Write out every entry exactly as it appears.

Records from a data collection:
::::

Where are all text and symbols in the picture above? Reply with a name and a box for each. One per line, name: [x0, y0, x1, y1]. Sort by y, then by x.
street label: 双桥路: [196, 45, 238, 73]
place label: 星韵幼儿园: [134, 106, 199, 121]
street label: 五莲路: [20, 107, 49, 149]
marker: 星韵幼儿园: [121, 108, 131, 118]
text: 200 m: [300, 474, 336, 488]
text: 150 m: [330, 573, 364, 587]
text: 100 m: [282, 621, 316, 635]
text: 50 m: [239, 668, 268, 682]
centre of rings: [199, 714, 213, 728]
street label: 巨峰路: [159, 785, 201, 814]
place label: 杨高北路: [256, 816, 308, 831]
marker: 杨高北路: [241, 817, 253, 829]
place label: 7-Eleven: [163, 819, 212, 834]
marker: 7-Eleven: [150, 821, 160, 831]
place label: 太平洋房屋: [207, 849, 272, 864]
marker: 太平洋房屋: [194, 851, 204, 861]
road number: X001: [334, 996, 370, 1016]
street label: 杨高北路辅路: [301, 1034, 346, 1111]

::::

*OUTPUT OF THE EXERCISE*.
Where are all text and symbols in the picture above? Reply with a name and a box for each. One per line, name: [x0, y0, x1, y1]. Sort by y, then by x.
street label: 双桥路: [196, 45, 238, 73]
place label: 星韵幼儿园: [134, 106, 199, 121]
street label: 五莲路: [20, 107, 49, 149]
marker: 星韵幼儿园: [121, 108, 131, 118]
text: 200 m: [300, 474, 336, 488]
text: 150 m: [330, 573, 364, 587]
text: 100 m: [282, 621, 316, 635]
text: 50 m: [239, 668, 268, 682]
centre of rings: [199, 714, 213, 728]
street label: 巨峰路: [159, 785, 201, 814]
place label: 杨高北路: [256, 816, 308, 831]
marker: 杨高北路: [241, 817, 253, 829]
place label: 7-Eleven: [163, 819, 212, 834]
marker: 7-Eleven: [150, 821, 160, 831]
place label: 太平洋房屋: [207, 849, 272, 864]
marker: 太平洋房屋: [194, 851, 204, 861]
road number: X001: [334, 996, 370, 1016]
street label: 杨高北路辅路: [301, 1034, 346, 1111]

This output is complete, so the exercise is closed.